The Brogdon hype dying down can also be partially attributed to the honeymoon phase being over, which is how it usually works. However, keep in mind that once the Kristaps Porzingis-Marcus Smart trade was completed, how that factored into Brogdon’s role on the court didn’t come up much. In fact, the questions that came out regarding their backcourt situation centered around whether Derrick White could handle filling in for Smart or if Payton Pritchard was ready to take on a full-time role on a contender for an entire season.
Another reason why Brogdon has been largely forgotten is based on his unfortunately abysmal playoff performance during the Eastern Conference Finals. A badly ill-timed elbow injury in his shooting arm sustained in Game 2 sapped his scoring abilities.
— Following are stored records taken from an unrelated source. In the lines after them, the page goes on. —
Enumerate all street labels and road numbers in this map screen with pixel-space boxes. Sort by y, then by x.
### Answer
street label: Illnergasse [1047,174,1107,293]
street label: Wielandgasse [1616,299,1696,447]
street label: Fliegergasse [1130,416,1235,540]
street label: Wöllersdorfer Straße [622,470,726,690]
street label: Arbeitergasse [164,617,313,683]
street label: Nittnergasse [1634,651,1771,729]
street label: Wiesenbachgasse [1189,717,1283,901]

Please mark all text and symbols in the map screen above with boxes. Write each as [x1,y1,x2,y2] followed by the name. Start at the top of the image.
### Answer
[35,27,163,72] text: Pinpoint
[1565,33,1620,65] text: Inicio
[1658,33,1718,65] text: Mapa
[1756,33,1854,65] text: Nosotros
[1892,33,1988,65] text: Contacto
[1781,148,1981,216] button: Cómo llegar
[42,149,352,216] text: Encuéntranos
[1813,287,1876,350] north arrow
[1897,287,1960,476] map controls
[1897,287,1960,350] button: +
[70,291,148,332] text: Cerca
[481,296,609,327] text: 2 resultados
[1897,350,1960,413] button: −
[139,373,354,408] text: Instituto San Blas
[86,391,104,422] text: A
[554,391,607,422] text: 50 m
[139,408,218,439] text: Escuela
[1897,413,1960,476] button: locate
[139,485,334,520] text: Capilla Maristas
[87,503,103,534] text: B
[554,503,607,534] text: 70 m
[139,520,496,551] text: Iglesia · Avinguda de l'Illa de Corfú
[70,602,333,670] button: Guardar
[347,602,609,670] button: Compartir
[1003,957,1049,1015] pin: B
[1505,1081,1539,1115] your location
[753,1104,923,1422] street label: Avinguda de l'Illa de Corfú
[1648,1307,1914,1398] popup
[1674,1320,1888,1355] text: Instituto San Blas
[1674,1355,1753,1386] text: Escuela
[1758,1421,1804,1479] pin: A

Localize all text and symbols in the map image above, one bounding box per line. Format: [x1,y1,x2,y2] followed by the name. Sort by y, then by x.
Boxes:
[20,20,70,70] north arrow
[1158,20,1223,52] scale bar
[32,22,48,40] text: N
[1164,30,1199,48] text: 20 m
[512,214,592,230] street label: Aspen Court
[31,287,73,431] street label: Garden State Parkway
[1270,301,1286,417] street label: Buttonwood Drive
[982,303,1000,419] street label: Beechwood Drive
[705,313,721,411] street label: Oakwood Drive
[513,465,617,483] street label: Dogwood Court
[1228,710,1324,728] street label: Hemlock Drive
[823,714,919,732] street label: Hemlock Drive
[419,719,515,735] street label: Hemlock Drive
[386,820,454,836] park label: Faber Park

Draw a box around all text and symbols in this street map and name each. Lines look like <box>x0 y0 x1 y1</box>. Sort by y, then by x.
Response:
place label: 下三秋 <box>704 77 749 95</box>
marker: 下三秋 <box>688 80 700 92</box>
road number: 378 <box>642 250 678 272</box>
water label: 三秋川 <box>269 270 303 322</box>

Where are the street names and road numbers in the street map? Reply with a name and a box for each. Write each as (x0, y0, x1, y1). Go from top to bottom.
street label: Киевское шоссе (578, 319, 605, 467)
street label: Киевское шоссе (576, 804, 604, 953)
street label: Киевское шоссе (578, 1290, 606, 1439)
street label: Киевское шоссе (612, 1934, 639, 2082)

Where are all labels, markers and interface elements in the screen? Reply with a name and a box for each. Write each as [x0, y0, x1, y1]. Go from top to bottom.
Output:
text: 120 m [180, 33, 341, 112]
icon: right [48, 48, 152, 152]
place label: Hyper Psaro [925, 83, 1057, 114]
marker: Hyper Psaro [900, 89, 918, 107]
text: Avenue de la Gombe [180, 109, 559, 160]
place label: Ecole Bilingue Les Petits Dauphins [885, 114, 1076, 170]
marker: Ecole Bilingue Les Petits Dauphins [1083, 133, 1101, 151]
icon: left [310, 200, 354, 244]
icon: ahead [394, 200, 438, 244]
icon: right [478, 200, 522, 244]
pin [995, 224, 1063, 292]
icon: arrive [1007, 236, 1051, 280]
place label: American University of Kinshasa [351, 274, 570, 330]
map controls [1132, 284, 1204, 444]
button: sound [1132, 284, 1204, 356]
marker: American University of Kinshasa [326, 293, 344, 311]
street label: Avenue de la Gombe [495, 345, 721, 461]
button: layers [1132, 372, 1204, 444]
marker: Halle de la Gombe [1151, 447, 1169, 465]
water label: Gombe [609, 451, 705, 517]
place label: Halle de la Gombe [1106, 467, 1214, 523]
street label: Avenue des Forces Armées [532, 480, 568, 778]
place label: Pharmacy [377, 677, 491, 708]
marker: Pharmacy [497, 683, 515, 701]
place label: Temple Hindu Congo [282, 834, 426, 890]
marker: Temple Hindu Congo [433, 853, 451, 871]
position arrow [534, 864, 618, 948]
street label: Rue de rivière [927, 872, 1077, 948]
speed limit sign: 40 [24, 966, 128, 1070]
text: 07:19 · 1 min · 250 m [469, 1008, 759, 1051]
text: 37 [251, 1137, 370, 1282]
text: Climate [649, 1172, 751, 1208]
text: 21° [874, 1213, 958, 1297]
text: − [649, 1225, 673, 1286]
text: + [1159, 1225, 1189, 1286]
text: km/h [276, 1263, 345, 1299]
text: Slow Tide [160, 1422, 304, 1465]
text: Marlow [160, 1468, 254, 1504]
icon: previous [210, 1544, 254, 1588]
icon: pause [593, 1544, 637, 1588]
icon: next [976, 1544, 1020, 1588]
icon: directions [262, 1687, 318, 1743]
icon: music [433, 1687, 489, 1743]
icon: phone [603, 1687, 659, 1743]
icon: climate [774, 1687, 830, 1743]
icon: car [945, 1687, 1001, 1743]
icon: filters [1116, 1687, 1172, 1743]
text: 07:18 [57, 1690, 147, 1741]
Though Brogdon valiantly tried to play through it, anyone with two eyes could see that playing hurt was, by extension, hurting the Celtics.
It’s fair to say that Brogdon’s last couple of performances in 2023, combined with all that’s happened in the preceding offseason, have made him fall a little under the radar. One could argue that those who are focused on Brogdon’s exit from the Boston Celtics have memories of a goldfish. Because Malcolm Brogdon was everything the Celtics could have realistically hoped for.
Warts and all, Malcolm Brogdon was and still is worth the risk for the Boston Celtics
Does it bear repeating that Brogdon is the NBA’s reigning Sixth Man of the Year? And that he won the award by a pretty fair margin, per AP News? Brogdon was the best bench scorer the Boston Celtics have had since the early days of Isaiah Thomas and was pretty much everything the Celtics hoped Dennis Schroder to be – an efficient scorer capable of taking some of the scoring load off Jayson Tatum and Jaylen Brown while playing within the offense.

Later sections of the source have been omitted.